Nella storia dell'ordine Cistercense si legge di una monaca di molta virtù, che andò al purgatorio, perchè disse, senza necessità, qualche parolina sottovoce in coro al tempo dell'ufficio divino; e di un altro religioso per non aver chinato la testa al Gloria Patri, come prescriveva la regola. Essi comparvero cinti di fiamme ad implorare aiuto e ad ammonire il convento dei rigori della Giustizia divina.

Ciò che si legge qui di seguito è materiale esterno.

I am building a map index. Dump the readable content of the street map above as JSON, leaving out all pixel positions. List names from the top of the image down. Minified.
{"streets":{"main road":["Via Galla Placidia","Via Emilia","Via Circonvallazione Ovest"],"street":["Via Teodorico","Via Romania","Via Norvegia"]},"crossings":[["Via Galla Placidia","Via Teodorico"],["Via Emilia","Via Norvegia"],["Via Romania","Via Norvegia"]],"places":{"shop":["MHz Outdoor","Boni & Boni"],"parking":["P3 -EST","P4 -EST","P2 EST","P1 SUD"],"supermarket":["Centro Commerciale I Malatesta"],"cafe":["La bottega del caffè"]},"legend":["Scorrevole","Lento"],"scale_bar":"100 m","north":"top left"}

Nella vita di S. Martino si legge che morì una vergine chiamata Vitalina. Era in tal concetto di santità, che non solo la città ma tutta la diocesi di Tours andò alle sue esequie, non già per suffragare l'anima, ma per impetrare grazie dalla sua intercessione, persuasi tutti che fosse in cielo. Lo stesso S. Martino non disse requiem o de profundis; e solo si congratulava con lei della sua sorte beata e ringraziava Dio dei favori fattile. Allora la defunta gli si fece vedere in abito bruno, l'occhio mesto, il volto bianco come un cencio, e con voce lamentevole: « Non mi è ancora concesso, disse, di vedere il volto del mio Signore ». Oh! Dio, e perchè mai?
«Perché un giorno di venerdì violai la regola, che ordina di non acconciare i capelli in segno di lutto per la morte del Divin Redentore».

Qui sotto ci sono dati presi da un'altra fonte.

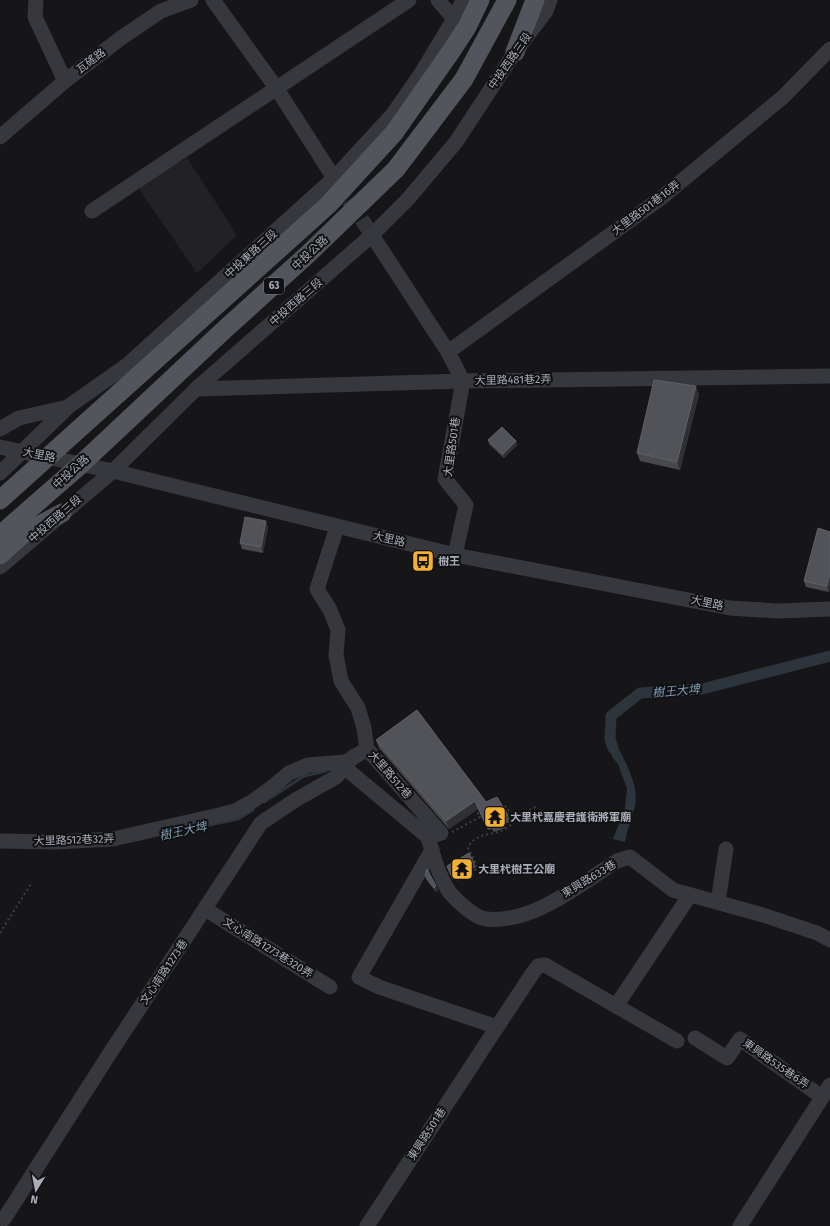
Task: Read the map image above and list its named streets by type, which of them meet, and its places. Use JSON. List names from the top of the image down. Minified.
{"streets":{"main road":["中投公路","63"],"street":["瓦磘路","中投西路三段","大里路501巷16弄","中投東路三段","大里路481巷2弄","大里路501巷","大里路","大里路512巷","大里路512巷32弄","東興路633巷","文心南路1273巷320弄","文心南路1273巷","東興路535巷6弄","東興路501巷"]},"crossings":[["中投西路三段","大里路481巷2弄"],["中投西路三段","大里路"],["中投東路三段","大里路"],["大里路481巷2弄","大里路501巷"],["大里路501巷","大里路"],["大里路","大里路512巷"],["大里路512巷","大里路512巷32弄"],["大里路512巷","東興路633巷"],["大里路512巷","文心南路1273巷"],["大里路512巷32弄","文心南路1273巷"],["文心南路1273巷320弄","文心南路1273巷"]],"water":["樹王大埤"],"places":{"bus stop":["樹王"],"temple":["大里杙嘉慶君護衛將軍廟","大里杙樹王公廟"]},"north":"bottom"}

Un Domenicano di gran pietà fu punito atrocemente solo per soverchio affetto che aveva ai suoi scritti; ed un Cappuccino di santa vita comparve in veste di fuoco, solo perchè, essendo cuoco del convento, consumò un poco di legna più del bisogno, contro il voto di povertà.
Gli stessi Santi canonizzati poi dalla Chiesa non sempre andarono esenti da quelle terribili fiamme espiatrici... Si legge nelle opere di S. Pietro Damiani che San Severino, Arcivescovo di Colonia, quantunque fosse stato in vita pieno di zelo apostolico e adorno di straordinarie virtù, dovette tuttavia rimanere per qualche tempo in quel luogo di espiazione, per avere senza bisogno anticipate le ore canoniche.
S. Gregorio Magno riferisce nei suoi dialoghi, (Libro IV, capo 40) che il santo diacono Pascasio fu condannato ad una lunga espiazione, come il defunto stesso rivelò a S. Germano di Capua. Eppure la sua dalmatica, stesa sul feretro, aveva operato portentosi miracoli.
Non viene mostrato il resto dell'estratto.